Colorful and heartfelt highlights like "Montero (Call Me By Your Name)," "Industry Baby" and "Thats What I Want" demonstrate that Lil Nas X has a multiplicity of roads ahead of him — all which lead straight into the heart of pop's future.
Take A Look Back: Lil Nas X, BTS & Billy Ray Cyrus Enter The "Old Town Road" Multiverse At The 2020 GRAMMYs
Olivia Rodrigo — Sour
"Driver's License" would be enough for any artist to hang their hat on, but it was only the beginning for Rodrigo. As it turns out, all the various subgenres of the iPod generation — indie pop, pop-punk, emo — are grist for the mill.
Her debut album, Sour, is a freewheeling, emotionally rending trip through all those styles and more, the work of an artist who arrived fully-formed just shy of her 18th birthday.
Rodrigo's myriad of influences aside — Paramore and Billie Eilish are just two of the artists swimming around her consciousness — there's no mistaking her for anyone else. And that has a lot to do with her music's depth of emotional information.
"I hope people know that deep down, all that I do is write songs and talk about how I feel, and that's the most important thing to me," Rodrigo told Teen Vogue in 2021. "Everything else, I think, is not so important."
Taylor Swift — Evermore
We're so deep into the Taylor's Version era — and punch-drunk from the 10-minute version of "All Too Well" — that it's worth reminding ourselves just how paradigm-shifting Folklore and Evermore were back in 2020.
First, Swift ripped up the rulebook with Folklore, establishing her cottagecore aesthetic and deepening her storytelling acumen. Then she leaned into both even more — with a little help from go-to collaborators Aaron Dessner and Jack Antonoff.

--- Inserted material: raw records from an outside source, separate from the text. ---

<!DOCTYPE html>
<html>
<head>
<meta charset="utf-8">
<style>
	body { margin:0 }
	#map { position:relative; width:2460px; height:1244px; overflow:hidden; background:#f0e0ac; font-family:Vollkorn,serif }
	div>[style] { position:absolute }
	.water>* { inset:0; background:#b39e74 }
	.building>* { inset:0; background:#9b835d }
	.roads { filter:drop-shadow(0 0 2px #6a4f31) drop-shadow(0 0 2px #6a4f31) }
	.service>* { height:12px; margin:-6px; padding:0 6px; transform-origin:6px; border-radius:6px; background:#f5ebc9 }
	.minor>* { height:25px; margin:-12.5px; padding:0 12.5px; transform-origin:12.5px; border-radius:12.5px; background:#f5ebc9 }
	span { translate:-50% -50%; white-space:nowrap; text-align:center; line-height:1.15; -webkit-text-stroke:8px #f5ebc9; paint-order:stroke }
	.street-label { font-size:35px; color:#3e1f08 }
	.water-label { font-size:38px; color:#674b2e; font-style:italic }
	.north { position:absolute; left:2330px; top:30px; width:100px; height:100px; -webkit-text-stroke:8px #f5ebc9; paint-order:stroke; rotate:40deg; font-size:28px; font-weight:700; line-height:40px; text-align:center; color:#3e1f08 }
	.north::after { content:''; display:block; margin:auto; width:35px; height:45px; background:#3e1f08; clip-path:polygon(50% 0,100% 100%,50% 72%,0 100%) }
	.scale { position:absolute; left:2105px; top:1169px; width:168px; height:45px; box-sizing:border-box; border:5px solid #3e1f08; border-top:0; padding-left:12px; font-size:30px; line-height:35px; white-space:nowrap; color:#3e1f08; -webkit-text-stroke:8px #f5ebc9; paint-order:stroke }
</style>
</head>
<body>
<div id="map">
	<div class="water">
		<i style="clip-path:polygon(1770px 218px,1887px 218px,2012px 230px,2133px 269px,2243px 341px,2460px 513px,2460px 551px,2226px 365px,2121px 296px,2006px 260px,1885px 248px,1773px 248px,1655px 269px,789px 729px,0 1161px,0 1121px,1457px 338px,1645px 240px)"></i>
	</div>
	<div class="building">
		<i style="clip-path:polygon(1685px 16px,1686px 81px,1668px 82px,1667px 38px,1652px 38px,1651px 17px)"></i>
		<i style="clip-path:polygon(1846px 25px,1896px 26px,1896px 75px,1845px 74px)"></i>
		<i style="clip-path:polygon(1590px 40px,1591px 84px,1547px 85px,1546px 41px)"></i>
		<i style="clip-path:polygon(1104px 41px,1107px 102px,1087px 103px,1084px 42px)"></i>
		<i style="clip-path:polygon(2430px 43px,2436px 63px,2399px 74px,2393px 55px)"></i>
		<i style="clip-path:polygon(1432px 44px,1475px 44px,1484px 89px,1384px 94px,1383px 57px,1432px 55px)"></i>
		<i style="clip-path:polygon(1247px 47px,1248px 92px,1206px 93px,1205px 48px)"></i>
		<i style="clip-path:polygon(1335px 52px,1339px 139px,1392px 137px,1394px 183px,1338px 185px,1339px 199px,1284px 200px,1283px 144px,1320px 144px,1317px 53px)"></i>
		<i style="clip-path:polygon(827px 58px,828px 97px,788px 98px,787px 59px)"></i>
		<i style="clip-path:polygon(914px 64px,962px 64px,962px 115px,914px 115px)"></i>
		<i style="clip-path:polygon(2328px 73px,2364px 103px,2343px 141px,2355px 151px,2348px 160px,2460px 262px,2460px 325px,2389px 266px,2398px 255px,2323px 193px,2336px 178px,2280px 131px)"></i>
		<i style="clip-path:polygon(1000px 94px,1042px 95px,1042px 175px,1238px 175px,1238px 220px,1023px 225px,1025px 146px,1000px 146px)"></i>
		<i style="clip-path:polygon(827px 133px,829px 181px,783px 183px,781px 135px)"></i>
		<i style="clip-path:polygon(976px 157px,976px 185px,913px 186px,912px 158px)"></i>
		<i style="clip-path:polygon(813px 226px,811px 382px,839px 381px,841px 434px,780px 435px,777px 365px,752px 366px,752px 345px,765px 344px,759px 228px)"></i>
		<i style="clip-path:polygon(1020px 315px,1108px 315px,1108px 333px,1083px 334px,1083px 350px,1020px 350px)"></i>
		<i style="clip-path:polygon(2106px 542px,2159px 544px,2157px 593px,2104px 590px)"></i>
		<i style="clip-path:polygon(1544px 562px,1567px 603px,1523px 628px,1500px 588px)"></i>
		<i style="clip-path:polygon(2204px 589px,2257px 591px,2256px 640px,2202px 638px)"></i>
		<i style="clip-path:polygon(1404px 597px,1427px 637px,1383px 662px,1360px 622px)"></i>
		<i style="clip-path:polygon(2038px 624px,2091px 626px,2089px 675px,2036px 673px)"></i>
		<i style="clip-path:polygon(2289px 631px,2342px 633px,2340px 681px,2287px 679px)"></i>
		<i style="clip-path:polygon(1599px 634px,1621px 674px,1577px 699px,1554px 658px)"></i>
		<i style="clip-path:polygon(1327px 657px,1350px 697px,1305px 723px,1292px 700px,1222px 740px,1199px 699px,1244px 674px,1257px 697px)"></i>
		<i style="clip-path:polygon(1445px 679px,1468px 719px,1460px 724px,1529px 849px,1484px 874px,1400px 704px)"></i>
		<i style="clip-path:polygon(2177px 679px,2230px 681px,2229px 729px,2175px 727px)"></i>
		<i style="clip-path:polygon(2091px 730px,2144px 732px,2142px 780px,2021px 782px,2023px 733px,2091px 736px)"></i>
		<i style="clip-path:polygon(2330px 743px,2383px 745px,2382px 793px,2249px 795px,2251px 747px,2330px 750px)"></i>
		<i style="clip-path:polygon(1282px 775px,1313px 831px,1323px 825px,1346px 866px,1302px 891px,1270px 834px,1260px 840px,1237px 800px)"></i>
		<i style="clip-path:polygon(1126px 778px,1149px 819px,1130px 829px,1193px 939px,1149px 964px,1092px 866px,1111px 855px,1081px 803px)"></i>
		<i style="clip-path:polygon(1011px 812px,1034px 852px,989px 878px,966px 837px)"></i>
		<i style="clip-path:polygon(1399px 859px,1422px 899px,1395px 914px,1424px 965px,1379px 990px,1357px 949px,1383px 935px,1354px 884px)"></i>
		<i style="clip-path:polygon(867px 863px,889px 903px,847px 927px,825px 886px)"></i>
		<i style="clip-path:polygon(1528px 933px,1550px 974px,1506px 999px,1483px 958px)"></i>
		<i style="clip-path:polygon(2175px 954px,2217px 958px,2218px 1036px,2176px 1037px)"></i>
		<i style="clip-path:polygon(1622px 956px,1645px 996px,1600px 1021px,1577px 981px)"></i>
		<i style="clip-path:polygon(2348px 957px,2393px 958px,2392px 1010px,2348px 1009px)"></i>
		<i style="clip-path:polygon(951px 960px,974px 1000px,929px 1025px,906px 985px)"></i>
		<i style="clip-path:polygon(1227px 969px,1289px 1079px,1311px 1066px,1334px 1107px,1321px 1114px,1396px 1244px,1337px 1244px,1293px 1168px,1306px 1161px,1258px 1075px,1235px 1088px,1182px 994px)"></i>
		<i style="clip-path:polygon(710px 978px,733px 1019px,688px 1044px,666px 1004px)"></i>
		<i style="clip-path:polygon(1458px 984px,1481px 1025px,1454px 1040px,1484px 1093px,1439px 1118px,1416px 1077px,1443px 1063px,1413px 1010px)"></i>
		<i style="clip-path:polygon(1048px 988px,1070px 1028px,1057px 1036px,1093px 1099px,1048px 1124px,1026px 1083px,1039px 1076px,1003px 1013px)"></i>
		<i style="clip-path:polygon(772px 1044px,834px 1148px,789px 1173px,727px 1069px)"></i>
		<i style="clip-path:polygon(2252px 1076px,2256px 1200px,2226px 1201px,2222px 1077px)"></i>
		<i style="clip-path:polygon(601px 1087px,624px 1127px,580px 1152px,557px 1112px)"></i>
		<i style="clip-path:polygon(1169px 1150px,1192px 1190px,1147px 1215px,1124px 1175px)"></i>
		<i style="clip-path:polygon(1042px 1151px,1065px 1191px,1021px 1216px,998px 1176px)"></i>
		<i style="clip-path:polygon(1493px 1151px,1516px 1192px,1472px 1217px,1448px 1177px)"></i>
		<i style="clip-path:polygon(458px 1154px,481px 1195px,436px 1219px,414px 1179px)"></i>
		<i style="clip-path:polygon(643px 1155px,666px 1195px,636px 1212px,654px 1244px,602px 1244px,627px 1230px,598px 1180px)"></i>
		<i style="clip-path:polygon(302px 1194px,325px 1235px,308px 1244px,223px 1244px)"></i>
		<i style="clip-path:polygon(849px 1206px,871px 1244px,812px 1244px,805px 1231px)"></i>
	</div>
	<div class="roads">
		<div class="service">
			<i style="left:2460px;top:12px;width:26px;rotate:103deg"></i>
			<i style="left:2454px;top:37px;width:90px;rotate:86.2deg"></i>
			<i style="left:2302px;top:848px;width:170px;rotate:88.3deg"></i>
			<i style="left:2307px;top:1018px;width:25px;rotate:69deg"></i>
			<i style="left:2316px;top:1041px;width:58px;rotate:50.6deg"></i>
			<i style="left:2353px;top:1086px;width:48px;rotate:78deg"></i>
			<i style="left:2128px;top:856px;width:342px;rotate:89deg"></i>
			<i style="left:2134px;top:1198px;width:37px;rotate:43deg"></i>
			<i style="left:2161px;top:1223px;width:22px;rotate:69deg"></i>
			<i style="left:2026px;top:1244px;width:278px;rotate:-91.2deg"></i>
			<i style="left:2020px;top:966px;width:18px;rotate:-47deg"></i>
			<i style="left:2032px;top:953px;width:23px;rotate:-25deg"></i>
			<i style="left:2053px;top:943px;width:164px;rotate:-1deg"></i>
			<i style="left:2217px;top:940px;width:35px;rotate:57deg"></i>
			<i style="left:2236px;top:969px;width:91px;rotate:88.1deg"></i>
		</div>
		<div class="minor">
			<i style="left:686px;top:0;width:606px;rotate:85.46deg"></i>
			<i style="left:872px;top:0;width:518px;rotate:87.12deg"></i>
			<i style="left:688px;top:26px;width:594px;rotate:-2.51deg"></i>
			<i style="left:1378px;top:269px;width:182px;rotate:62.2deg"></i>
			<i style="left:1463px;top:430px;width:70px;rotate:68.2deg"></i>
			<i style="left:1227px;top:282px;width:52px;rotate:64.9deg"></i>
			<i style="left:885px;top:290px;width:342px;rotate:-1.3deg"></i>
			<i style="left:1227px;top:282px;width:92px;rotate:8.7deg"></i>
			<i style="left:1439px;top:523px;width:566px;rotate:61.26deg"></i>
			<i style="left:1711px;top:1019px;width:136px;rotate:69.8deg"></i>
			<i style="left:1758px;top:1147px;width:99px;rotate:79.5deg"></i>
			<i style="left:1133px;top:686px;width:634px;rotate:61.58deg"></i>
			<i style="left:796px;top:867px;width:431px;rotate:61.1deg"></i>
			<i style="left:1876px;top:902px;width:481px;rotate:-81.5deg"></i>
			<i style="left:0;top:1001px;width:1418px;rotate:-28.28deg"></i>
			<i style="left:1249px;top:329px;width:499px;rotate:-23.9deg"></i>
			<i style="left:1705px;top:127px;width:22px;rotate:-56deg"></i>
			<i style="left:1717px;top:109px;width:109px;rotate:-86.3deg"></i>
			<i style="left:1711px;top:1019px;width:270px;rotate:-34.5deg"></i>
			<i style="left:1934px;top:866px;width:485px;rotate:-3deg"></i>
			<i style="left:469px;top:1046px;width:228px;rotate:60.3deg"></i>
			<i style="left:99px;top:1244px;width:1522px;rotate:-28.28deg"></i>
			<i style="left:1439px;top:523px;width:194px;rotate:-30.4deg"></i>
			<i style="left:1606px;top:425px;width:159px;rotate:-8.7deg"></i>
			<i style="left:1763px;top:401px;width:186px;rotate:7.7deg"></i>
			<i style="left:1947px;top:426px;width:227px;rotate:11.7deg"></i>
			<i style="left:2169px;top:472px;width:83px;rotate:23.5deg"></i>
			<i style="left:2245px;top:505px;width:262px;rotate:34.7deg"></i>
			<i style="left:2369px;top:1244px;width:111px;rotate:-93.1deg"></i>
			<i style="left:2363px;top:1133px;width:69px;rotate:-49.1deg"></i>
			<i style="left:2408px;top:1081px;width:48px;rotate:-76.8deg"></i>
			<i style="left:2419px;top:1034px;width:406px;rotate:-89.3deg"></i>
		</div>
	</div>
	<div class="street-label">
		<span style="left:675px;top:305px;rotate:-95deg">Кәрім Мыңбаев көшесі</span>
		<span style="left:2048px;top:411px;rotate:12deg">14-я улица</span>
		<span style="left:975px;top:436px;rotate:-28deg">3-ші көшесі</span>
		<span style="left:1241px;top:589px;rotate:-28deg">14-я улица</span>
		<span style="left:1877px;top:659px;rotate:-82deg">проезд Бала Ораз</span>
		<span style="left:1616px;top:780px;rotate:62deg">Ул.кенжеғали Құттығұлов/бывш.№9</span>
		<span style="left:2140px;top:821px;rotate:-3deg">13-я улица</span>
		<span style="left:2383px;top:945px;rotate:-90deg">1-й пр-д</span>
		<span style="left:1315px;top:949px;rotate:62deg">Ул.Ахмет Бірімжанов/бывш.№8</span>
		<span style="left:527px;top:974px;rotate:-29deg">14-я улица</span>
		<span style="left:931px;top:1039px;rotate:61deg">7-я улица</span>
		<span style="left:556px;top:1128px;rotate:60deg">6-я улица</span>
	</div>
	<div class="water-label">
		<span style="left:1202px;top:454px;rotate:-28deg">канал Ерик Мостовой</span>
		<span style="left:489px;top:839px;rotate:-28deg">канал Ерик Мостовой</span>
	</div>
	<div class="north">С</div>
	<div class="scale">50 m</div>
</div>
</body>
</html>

"To put it plainly, we just couldn't stop writing songs," Swift said in a social media post. "To try and put it more poetically, it feels like we were standing on the edge of the folklorian woods and had a choice: to turn and go back or to travel further into the forest of this music."
Jewels like "Willow," "No Body, No Crime" (feat. Haim) and "Coney Island" (feat. the National)" show that Evermore doesn't suffer from sequelitis one iota — it's an equal and parallel force to its revelatory predecessor.
Read More: Taylor Swift's Road To Folklore: How The Superstar Evolved From 'Diaristic' Country Tunes To Her Most Progressive Music Yet
Kanye West — Donda
We only get one of these artists per generation — it was John Lennon, then Kurt Cobain, and now Kanye West.
Now that the compounding controversies, tabloid drama, on-and-off Drake beef and parade of album delaysare behind us, Donda reveals itself for what it is. Ye's latest is a messy, sprawling, experimental ode to grief and God from a Govinda-like searcher.
Follow the trajectory of these songs and you get a more-or-less clean arc from pure bluster ("I'm pulled over and I got priors!" from "Jail") to a plea for divine redemption ("Come and purify me, come and sanctify me/ You the air that I breathe, the ultra-ultralight beam," from "Come to Life.")
Take it all as a whole with the staggering, shocking performance-art events, and one message shines brightly through the smoke and mirrors: we can't do this on our own.